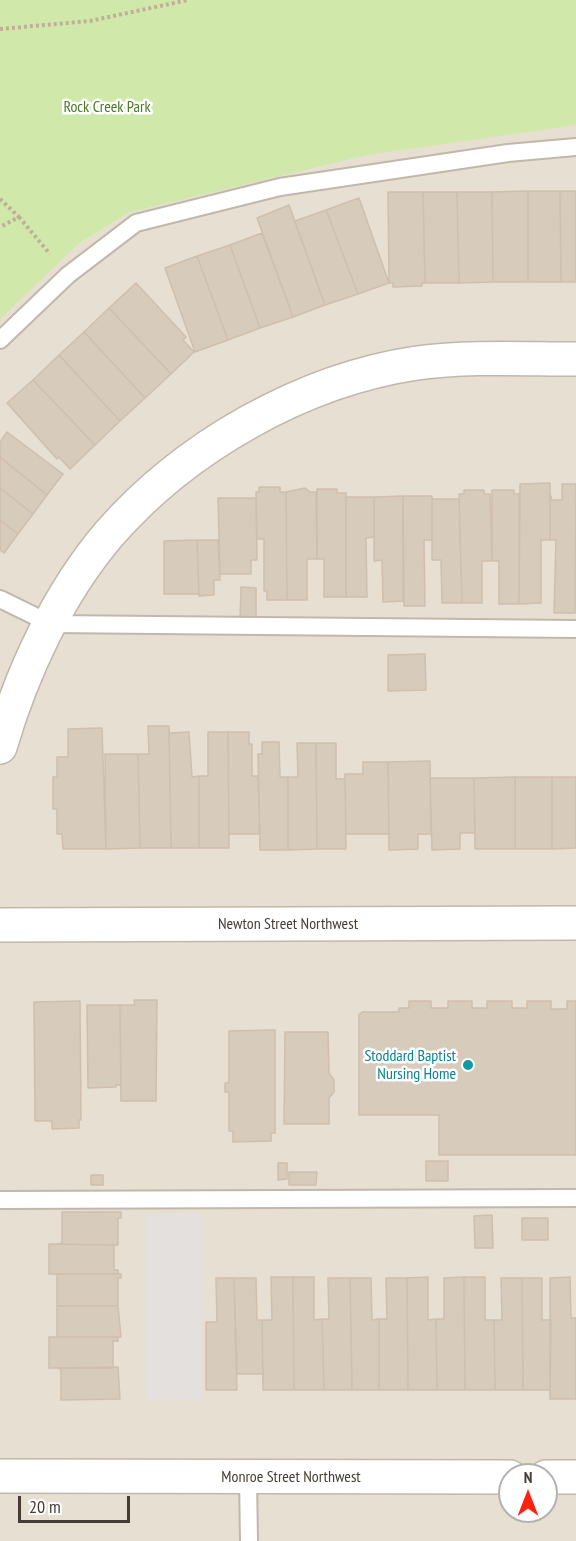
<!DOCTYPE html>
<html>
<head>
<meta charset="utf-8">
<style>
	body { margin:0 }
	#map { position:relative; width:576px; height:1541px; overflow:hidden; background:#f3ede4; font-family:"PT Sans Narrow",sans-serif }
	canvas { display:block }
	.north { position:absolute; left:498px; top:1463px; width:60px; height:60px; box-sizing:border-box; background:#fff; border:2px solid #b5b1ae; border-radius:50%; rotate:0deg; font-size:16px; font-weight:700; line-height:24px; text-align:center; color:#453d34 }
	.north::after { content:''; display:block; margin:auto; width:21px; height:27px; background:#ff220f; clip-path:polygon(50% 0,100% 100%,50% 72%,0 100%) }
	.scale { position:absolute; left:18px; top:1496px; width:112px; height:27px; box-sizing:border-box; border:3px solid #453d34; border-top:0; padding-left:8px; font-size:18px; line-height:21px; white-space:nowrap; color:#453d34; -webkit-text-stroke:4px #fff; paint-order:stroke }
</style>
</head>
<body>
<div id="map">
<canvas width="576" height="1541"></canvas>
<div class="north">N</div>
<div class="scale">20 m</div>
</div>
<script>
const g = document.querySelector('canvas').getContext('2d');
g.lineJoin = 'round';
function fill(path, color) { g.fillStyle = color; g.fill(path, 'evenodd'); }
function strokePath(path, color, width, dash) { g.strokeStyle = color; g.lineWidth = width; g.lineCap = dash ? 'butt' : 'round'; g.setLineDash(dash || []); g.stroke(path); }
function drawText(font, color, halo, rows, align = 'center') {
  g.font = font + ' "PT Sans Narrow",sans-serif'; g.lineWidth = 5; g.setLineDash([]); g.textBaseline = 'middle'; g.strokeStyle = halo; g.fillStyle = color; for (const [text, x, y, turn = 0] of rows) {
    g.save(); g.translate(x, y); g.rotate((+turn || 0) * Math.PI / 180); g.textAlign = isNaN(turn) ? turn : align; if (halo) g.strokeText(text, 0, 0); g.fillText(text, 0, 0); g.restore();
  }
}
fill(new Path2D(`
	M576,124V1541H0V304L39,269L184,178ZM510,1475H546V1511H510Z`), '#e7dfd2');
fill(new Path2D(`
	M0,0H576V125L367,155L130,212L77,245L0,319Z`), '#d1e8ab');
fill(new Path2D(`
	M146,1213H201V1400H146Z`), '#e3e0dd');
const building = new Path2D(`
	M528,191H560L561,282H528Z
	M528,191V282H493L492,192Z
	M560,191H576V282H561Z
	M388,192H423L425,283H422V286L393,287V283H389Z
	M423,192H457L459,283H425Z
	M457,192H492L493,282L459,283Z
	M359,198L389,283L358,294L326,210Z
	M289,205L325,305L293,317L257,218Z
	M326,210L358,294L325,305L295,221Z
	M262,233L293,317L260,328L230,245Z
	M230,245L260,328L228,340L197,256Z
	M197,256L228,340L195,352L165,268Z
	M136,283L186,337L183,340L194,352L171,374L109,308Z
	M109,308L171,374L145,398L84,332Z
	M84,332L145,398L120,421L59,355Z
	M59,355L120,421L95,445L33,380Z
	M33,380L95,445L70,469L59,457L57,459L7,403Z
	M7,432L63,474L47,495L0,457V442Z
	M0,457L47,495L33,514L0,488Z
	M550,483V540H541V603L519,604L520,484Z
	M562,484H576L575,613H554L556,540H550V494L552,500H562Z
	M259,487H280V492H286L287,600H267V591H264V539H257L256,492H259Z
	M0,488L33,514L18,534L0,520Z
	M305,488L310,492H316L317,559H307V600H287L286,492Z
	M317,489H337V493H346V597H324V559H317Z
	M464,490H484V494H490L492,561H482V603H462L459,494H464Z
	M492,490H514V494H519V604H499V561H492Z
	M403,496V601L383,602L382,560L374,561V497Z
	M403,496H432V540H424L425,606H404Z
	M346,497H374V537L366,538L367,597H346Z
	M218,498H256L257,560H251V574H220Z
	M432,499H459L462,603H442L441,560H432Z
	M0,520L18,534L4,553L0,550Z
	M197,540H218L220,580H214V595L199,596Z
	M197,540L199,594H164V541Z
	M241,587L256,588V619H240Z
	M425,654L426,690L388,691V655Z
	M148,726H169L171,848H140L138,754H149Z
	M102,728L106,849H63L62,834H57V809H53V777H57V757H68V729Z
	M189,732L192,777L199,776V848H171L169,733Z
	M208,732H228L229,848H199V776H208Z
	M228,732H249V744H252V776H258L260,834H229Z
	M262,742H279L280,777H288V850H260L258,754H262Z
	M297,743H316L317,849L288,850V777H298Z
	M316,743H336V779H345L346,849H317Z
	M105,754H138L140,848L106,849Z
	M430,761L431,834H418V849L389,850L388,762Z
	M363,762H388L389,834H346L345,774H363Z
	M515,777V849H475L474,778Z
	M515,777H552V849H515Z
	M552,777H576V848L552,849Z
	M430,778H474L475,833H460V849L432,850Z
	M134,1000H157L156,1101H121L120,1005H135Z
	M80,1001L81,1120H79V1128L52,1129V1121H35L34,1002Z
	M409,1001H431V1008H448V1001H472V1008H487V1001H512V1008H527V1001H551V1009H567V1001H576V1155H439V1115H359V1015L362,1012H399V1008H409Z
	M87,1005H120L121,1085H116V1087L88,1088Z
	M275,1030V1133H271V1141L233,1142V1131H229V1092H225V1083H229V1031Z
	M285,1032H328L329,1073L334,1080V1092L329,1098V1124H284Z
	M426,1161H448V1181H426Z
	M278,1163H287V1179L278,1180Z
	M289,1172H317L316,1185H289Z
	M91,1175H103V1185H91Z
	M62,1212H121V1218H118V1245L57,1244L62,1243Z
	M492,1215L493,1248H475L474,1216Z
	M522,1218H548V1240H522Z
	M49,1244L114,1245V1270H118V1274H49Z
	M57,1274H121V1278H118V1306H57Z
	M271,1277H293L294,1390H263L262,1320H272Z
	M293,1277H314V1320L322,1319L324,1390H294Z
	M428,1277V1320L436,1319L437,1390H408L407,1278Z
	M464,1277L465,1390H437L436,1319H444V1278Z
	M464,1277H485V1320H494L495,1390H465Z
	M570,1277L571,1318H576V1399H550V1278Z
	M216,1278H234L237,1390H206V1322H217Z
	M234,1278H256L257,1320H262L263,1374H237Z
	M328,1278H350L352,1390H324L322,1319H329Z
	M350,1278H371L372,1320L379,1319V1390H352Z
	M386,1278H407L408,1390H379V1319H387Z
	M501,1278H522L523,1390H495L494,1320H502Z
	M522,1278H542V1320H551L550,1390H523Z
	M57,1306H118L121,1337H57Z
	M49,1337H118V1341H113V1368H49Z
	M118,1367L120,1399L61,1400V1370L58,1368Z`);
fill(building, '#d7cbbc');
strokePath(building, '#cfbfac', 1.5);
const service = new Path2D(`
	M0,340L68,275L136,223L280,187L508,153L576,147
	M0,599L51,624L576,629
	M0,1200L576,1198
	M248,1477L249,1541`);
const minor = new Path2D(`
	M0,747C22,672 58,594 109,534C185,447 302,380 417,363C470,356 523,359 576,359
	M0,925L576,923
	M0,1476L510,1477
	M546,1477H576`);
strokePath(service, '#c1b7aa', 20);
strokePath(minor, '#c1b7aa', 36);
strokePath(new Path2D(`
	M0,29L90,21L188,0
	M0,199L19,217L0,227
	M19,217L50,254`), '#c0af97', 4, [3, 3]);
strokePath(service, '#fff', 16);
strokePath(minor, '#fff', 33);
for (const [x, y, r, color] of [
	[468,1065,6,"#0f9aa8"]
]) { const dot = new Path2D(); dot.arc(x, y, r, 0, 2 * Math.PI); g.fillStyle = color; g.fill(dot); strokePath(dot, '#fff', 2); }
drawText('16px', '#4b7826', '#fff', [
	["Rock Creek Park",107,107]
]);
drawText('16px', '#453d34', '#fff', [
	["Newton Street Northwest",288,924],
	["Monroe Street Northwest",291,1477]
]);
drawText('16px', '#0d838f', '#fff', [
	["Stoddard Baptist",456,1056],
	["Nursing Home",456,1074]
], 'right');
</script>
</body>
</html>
# # # #
What is needed:
Write down every line of the data above that includes the string "rotate".

Answer for the task:
	.north { position:absolute; left:498px; top:1463px; width:60px; height:60px; box-sizing:border-box; background:#fff; border:2px solid #b5b1ae; border-radius:50%; rotate:0deg; font-size:16px; font-weight:700; line-height:24px; text-align:center; color:#453d34 }
    g.save(); g.translate(x, y); g.rotate((+turn || 0) * Math.PI / 180); g.textAlign = isNaN(turn) ? turn : align; if (halo) g.strokeText(text, 0, 0); g.fillText(text, 0, 0); g.restore();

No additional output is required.